= Prompt =
Word for word, restate the records that appear below.

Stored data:
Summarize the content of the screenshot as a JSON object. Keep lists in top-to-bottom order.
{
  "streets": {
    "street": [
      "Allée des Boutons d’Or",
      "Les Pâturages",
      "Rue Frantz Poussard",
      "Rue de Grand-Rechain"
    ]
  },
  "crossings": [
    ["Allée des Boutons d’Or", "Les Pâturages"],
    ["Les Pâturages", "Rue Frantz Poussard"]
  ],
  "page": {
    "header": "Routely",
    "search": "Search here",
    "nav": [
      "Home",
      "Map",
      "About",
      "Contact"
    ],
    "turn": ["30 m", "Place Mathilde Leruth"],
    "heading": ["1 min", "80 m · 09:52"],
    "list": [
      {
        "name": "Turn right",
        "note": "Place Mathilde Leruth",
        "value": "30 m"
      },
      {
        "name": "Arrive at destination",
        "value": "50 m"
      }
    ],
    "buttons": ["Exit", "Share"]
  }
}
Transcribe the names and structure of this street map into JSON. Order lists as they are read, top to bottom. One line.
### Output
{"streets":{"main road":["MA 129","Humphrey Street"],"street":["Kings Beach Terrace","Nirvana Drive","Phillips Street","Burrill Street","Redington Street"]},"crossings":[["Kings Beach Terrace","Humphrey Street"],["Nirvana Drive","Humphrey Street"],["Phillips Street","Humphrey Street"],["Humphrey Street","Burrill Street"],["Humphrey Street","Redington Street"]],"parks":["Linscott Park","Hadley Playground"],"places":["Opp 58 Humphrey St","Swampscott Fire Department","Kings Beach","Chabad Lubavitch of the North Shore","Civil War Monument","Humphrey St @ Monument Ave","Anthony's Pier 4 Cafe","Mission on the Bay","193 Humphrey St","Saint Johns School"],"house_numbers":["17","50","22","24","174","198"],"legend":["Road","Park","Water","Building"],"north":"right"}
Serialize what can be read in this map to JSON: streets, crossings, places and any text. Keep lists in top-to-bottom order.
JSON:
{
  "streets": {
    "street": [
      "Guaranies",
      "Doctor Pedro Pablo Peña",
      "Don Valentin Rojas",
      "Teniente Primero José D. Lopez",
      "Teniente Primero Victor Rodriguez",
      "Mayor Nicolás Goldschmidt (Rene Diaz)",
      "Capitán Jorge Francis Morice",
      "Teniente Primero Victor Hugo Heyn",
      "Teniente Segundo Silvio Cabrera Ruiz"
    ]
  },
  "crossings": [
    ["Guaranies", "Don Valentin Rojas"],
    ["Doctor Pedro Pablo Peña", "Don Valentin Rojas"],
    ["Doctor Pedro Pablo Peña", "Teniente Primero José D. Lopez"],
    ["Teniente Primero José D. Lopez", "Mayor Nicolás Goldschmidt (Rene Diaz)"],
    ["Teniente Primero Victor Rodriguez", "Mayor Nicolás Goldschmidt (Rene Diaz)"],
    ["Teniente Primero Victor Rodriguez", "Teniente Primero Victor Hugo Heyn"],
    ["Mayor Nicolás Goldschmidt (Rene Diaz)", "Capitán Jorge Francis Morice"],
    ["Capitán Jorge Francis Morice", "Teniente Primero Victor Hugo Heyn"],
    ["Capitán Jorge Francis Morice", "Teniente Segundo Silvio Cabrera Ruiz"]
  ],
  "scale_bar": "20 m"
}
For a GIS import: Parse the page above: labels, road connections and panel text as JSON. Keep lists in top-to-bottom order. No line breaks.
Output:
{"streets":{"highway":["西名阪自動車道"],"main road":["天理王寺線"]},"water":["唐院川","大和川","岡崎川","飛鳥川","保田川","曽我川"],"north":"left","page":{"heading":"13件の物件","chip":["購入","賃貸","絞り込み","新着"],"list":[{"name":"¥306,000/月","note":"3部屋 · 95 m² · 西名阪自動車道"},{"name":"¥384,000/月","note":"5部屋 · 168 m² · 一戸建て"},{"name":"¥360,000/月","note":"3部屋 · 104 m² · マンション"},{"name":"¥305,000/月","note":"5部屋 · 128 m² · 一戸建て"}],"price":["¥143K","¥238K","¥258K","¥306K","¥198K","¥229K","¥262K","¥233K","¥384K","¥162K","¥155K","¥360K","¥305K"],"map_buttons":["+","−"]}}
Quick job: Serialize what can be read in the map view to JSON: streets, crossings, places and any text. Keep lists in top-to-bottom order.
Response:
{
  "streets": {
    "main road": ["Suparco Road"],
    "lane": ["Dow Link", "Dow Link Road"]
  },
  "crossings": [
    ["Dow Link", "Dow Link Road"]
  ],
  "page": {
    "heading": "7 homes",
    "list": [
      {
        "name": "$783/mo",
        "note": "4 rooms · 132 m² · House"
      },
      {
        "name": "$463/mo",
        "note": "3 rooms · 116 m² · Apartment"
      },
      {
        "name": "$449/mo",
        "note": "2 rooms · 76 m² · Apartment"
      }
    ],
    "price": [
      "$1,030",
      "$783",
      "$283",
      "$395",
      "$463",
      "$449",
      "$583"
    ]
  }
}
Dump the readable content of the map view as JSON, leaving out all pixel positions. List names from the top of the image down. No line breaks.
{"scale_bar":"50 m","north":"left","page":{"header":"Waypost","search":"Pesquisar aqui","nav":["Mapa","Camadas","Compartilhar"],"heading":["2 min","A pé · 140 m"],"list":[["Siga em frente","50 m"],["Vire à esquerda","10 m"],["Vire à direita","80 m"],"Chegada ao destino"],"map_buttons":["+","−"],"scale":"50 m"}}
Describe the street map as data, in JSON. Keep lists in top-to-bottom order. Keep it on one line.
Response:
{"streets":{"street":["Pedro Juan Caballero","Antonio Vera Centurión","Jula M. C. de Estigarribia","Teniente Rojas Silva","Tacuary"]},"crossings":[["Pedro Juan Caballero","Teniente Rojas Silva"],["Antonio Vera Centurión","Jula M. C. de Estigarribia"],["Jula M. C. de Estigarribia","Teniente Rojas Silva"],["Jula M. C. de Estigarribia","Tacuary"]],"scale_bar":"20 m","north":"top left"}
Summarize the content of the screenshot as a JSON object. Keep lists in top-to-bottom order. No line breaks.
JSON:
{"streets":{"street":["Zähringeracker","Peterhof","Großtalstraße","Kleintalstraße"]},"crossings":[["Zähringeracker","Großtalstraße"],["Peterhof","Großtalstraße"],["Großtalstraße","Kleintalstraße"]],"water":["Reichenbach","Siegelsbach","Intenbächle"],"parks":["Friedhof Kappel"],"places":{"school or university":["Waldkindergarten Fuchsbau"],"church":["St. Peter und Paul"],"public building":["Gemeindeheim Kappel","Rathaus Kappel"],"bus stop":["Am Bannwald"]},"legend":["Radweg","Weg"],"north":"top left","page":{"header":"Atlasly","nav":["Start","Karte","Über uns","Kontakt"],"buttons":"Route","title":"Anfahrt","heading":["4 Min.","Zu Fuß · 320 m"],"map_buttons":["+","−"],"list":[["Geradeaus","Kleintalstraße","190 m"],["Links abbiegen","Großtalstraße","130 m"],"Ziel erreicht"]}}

= Answer below =
Summarize the content of the screenshot as a JSON object. Keep lists in top-to-bottom order.
{
  "streets": {
    "street": [
      "Allée des Boutons d’Or",
      "Les Pâturages",
      "Rue Frantz Poussard",
      "Rue de Grand-Rechain"
    ]
  },
  "crossings": [
    ["Allée des Boutons d’Or", "Les Pâturages"],
    ["Les Pâturages", "Rue Frantz Poussard"]
  ],
  "page": {
    "header": "Routely",
    "search": "Search here",
    "nav": [
      "Home",
      "Map",
      "About",
      "Contact"
    ],
    "turn": ["30 m", "Place Mathilde Leruth"],
    "heading": ["1 min", "80 m · 09:52"],
    "list": [
      {
        "name": "Turn right",
        "note": "Place Mathilde Leruth",
        "value": "30 m"
      },
      {
        "name": "Arrive at destination",
        "value": "50 m"
      }
    ],
    "buttons": ["Exit", "Share"]
  }
}
Transcribe the names and structure of this street map into JSON. Order lists as they are read, top to bottom. One line.
### Output
{"streets":{"main road":["MA 129","Humphrey Street"],"street":["Kings Beach Terrace","Nirvana Drive","Phillips Street","Burrill Street","Redington Street"]},"crossings":[["Kings Beach Terrace","Humphrey Street"],["Nirvana Drive","Humphrey Street"],["Phillips Street","Humphrey Street"],["Humphrey Street","Burrill Street"],["Humphrey Street","Redington Street"]],"parks":["Linscott Park","Hadley Playground"],"places":["Opp 58 Humphrey St","Swampscott Fire Department","Kings Beach","Chabad Lubavitch of the North Shore","Civil War Monument","Humphrey St @ Monument Ave","Anthony's Pier 4 Cafe","Mission on the Bay","193 Humphrey St","Saint Johns School"],"house_numbers":["17","50","22","24","174","198"],"legend":["Road","Park","Water","Building"],"north":"right"}
Serialize what can be read in this map to JSON: streets, crossings, places and any text. Keep lists in top-to-bottom order.
JSON:
{
  "streets": {
    "street": [
      "Guaranies",
      "Doctor Pedro Pablo Peña",
      "Don Valentin Rojas",
      "Teniente Primero José D. Lopez",
      "Teniente Primero Victor Rodriguez",
      "Mayor Nicolás Goldschmidt (Rene Diaz)",
      "Capitán Jorge Francis Morice",
      "Teniente Primero Victor Hugo Heyn",
      "Teniente Segundo Silvio Cabrera Ruiz"
    ]
  },
  "crossings": [
    ["Guaranies", "Don Valentin Rojas"],
    ["Doctor Pedro Pablo Peña", "Don Valentin Rojas"],
    ["Doctor Pedro Pablo Peña", "Teniente Primero José D. Lopez"],
    ["Teniente Primero José D. Lopez", "Mayor Nicolás Goldschmidt (Rene Diaz)"],
    ["Teniente Primero Victor Rodriguez", "Mayor Nicolás Goldschmidt (Rene Diaz)"],
    ["Teniente Primero Victor Rodriguez", "Teniente Primero Victor Hugo Heyn"],
    ["Mayor Nicolás Goldschmidt (Rene Diaz)", "Capitán Jorge Francis Morice"],
    ["Capitán Jorge Francis Morice", "Teniente Primero Victor Hugo Heyn"],
    ["Capitán Jorge Francis Morice", "Teniente Segundo Silvio Cabrera Ruiz"]
  ],
  "scale_bar": "20 m"
}
For a GIS import: Parse the page above: labels, road connections and panel text as JSON. Keep lists in top-to-bottom order. No line breaks.
Output:
{"streets":{"highway":["西名阪自動車道"],"main road":["天理王寺線"]},"water":["唐院川","大和川","岡崎川","飛鳥川","保田川","曽我川"],"north":"left","page":{"heading":"13件の物件","chip":["購入","賃貸","絞り込み","新着"],"list":[{"name":"¥306,000/月","note":"3部屋 · 95 m² · 西名阪自動車道"},{"name":"¥384,000/月","note":"5部屋 · 168 m² · 一戸建て"},{"name":"¥360,000/月","note":"3部屋 · 104 m² · マンション"},{"name":"¥305,000/月","note":"5部屋 · 128 m² · 一戸建て"}],"price":["¥143K","¥238K","¥258K","¥306K","¥198K","¥229K","¥262K","¥233K","¥384K","¥162K","¥155K","¥360K","¥305K"],"map_buttons":["+","−"]}}
Quick job: Serialize what can be read in the map view to JSON: streets, crossings, places and any text. Keep lists in top-to-bottom order.
Response:
{
  "streets": {
    "main road": ["Suparco Road"],
    "lane": ["Dow Link", "Dow Link Road"]
  },
  "crossings": [
    ["Dow Link", "Dow Link Road"]
  ],
  "page": {
    "heading": "7 homes",
    "list": [
      {
        "name": "$783/mo",
        "note": "4 rooms · 132 m² · House"
      },
      {
        "name": "$463/mo",
        "note": "3 rooms · 116 m² · Apartment"
      },
      {
        "name": "$449/mo",
        "note": "2 rooms · 76 m² · Apartment"
      }
    ],
    "price": [
      "$1,030",
      "$783",
      "$283",
      "$395",
      "$463",
      "$449",
      "$583"
    ]
  }
}
Dump the readable content of the map view as JSON, leaving out all pixel positions. List names from the top of the image down. No line breaks.
{"scale_bar":"50 m","north":"left","page":{"header":"Waypost","search":"Pesquisar aqui","nav":["Mapa","Camadas","Compartilhar"],"heading":["2 min","A pé · 140 m"],"list":[["Siga em frente","50 m"],["Vire à esquerda","10 m"],["Vire à direita","80 m"],"Chegada ao destino"],"map_buttons":["+","−"],"scale":"50 m"}}
Describe the street map as data, in JSON. Keep lists in top-to-bottom order. Keep it on one line.
Response:
{"streets":{"street":["Pedro Juan Caballero","Antonio Vera Centurión","Jula M. C. de Estigarribia","Teniente Rojas Silva","Tacuary"]},"crossings":[["Pedro Juan Caballero","Teniente Rojas Silva"],["Antonio Vera Centurión","Jula M. C. de Estigarribia"],["Jula M. C. de Estigarribia","Teniente Rojas Silva"],["Jula M. C. de Estigarribia","Tacuary"]],"scale_bar":"20 m","north":"top left"}
Summarize the content of the screenshot as a JSON object. Keep lists in top-to-bottom order. No line breaks.
JSON:
{"streets":{"street":["Zähringeracker","Peterhof","Großtalstraße","Kleintalstraße"]},"crossings":[["Zähringeracker","Großtalstraße"],["Peterhof","Großtalstraße"],["Großtalstraße","Kleintalstraße"]],"water":["Reichenbach","Siegelsbach","Intenbächle"],"parks":["Friedhof Kappel"],"places":{"school or university":["Waldkindergarten Fuchsbau"],"church":["St. Peter und Paul"],"public building":["Gemeindeheim Kappel","Rathaus Kappel"],"bus stop":["Am Bannwald"]},"legend":["Radweg","Weg"],"north":"top left","page":{"header":"Atlasly","nav":["Start","Karte","Über uns","Kontakt"],"buttons":"Route","title":"Anfahrt","heading":["4 Min.","Zu Fuß · 320 m"],"map_buttons":["+","−"],"list":[["Geradeaus","Kleintalstraße","190 m"],["Links abbiegen","Großtalstraße","130 m"],"Ziel erreicht"]}}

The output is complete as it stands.